**TASK TO CARRY OUT**
Without including any pictures, return the records below exactly as written.

►

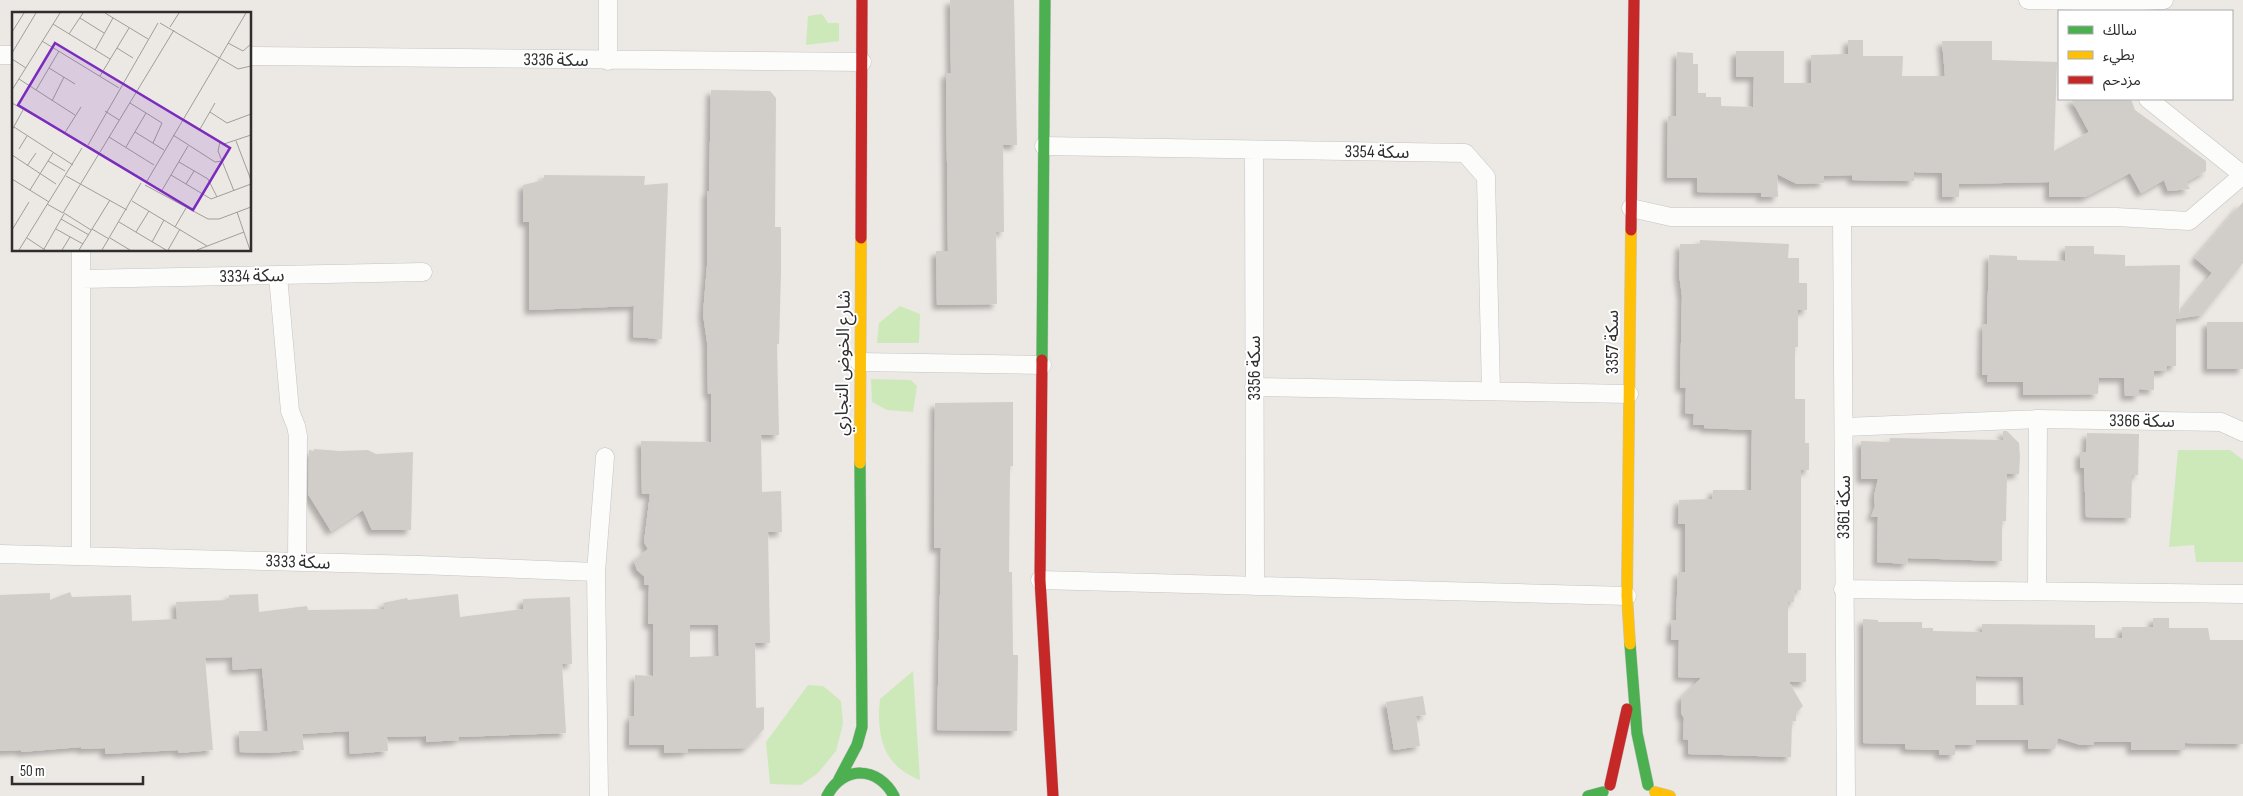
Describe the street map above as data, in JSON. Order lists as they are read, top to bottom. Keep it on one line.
{"streets":{"street":["سكة 3336","سكة 3354","سكة 3334","سكة 3357","شارع الخوض التجاري","سكة 3356","سكة 3366","سكة 3361","سكة 3333"]},"crossings":[["سكة 3336","شارع الخوض التجاري"],["سكة 3354","سكة 3356"],["سكة 3366","سكة 3361"]],"legend":["سالك","بطيء","مزدحم"],"scale_bar":"50 m"}
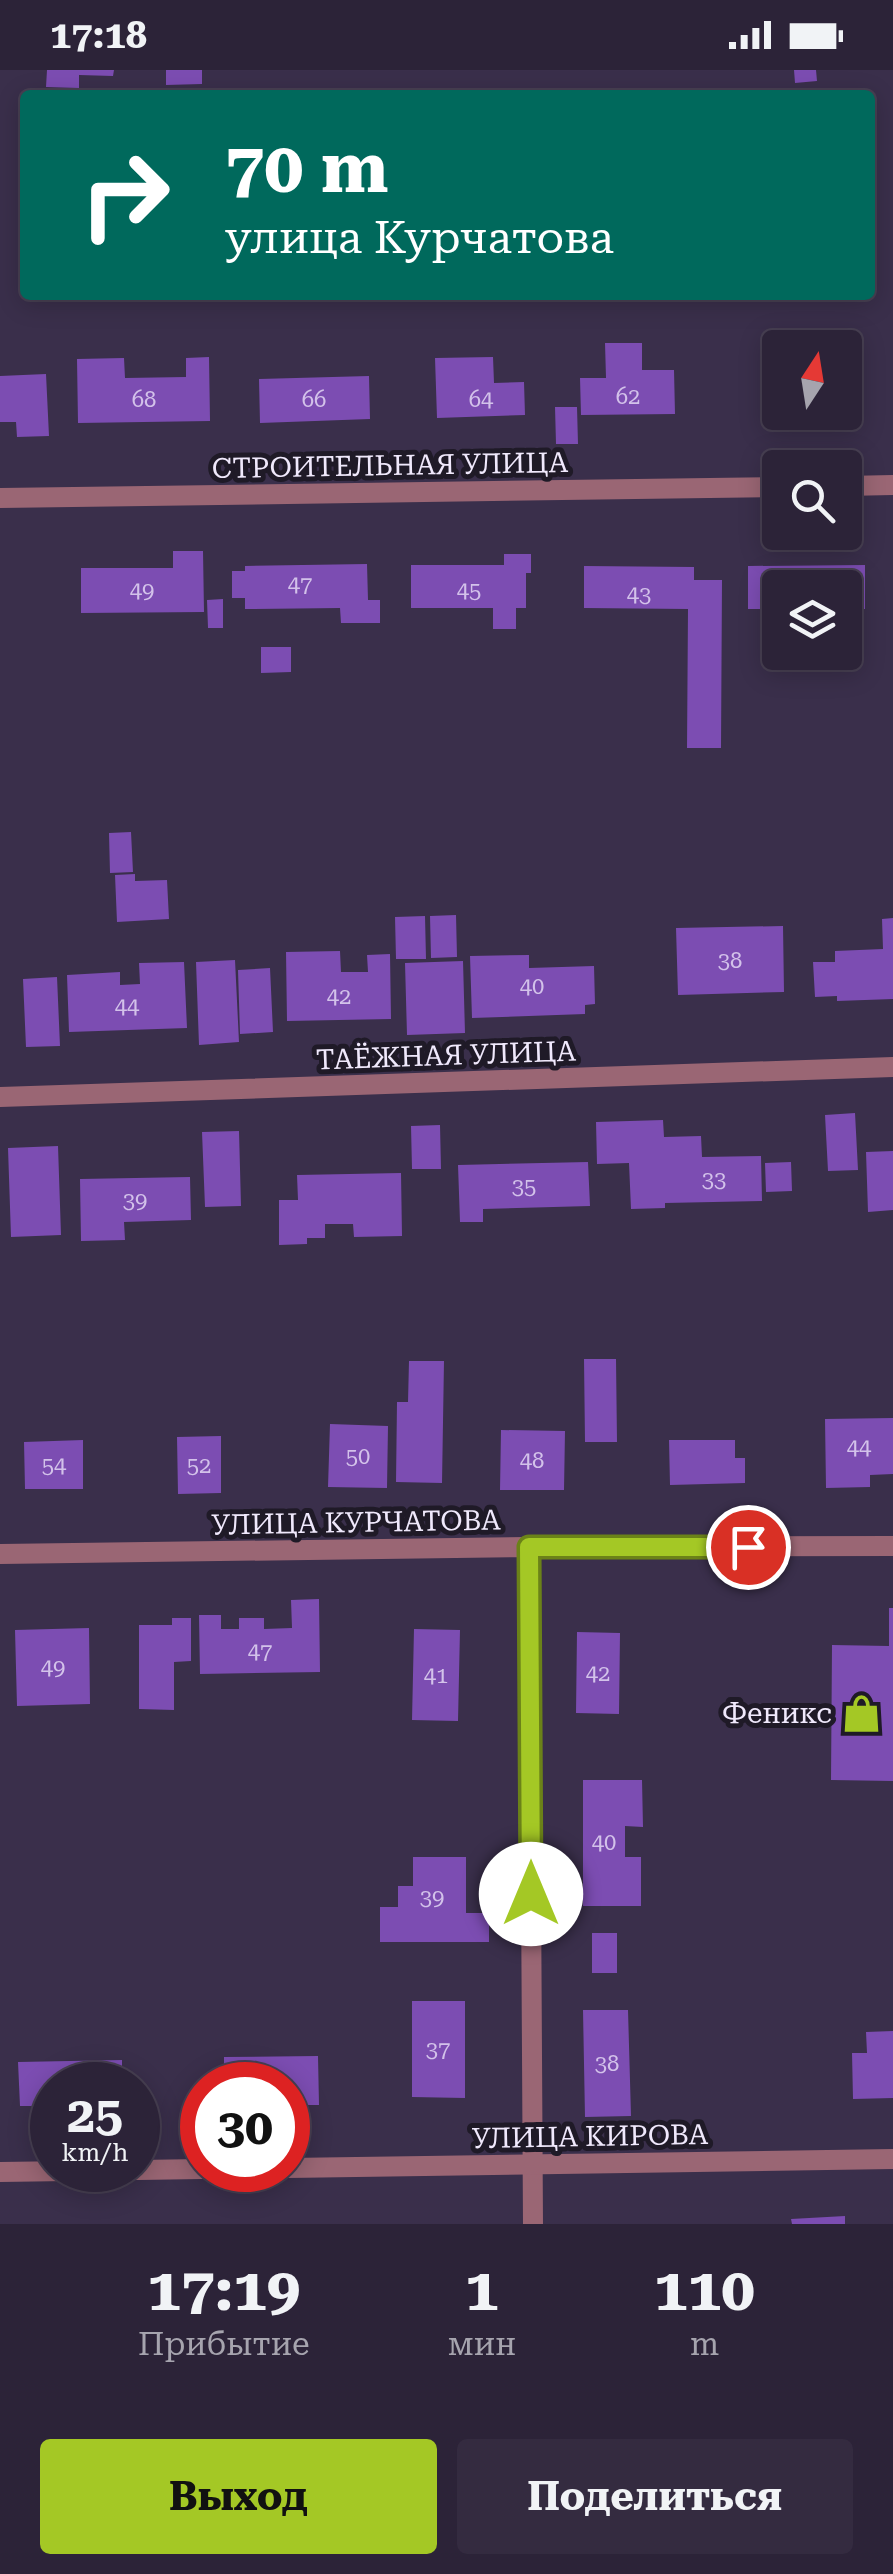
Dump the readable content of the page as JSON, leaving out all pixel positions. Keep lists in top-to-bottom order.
{
  "streets": {
    "street": [
      "СТРОИТЕЛЬНАЯ УЛИЦА",
      "ТАЁЖНАЯ УЛИЦА",
      "УЛИЦА КУРЧАТОВА",
      "УЛИЦА КИРОВА"
    ]
  },
  "places": {
    "shop": ["Феникс"]
  },
  "house_numbers": [
    "62",
    "68",
    "66",
    "64",
    "47",
    "49",
    "45",
    "43",
    "38",
    "40",
    "42",
    "44",
    "33",
    "35",
    "39",
    "44",
    "50",
    "48",
    "54",
    "52",
    "47",
    "49",
    "42",
    "41",
    "40",
    "39",
    "37",
    "38"
  ],
  "north": "top",
  "page": {
    "status": "17:18",
    "turn": ["70 m", "улица Курчатова"],
    "speed": "25 km/h",
    "limit": "30",
    "eta": [
      "17:19",
      "Прибытие",
      "1",
      "мин",
      "110",
      "m"
    ],
    "buttons": ["Выход", "Поделиться"]
  }
}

◄

**REPLY**
Describe the street map above as data, in JSON. Order lists as they are read, top to bottom. Keep it on one line.
{"streets":{"street":["سكة 3336","سكة 3354","سكة 3334","سكة 3357","شارع الخوض التجاري","سكة 3356","سكة 3366","سكة 3361","سكة 3333"]},"crossings":[["سكة 3336","شارع الخوض التجاري"],["سكة 3354","سكة 3356"],["سكة 3366","سكة 3361"]],"legend":["سالك","بطيء","مزدحم"],"scale_bar":"50 m"}
Dump the readable content of the page as JSON, leaving out all pixel positions. Keep lists in top-to-bottom order.
{
  "streets": {
    "street": [
      "СТРОИТЕЛЬНАЯ УЛИЦА",
      "ТАЁЖНАЯ УЛИЦА",
      "УЛИЦА КУРЧАТОВА",
      "УЛИЦА КИРОВА"
    ]
  },
  "places": {
    "shop": ["Феникс"]
  },
  "house_numbers": [
    "62",
    "68",
    "66",
    "64",
    "47",
    "49",
    "45",
    "43",
    "38",
    "40",
    "42",
    "44",
    "33",
    "35",
    "39",
    "44",
    "50",
    "48",
    "54",
    "52",
    "47",
    "49",
    "42",
    "41",
    "40",
    "39",
    "37",
    "38"
  ],
  "north": "top",
  "page": {
    "status": "17:18",
    "turn": ["70 m", "улица Курчатова"],
    "speed": "25 km/h",
    "limit": "30",
    "eta": [
      "17:19",
      "Прибытие",
      "1",
      "мин",
      "110",
      "m"
    ],
    "buttons": ["Выход", "Поделиться"]
  }
}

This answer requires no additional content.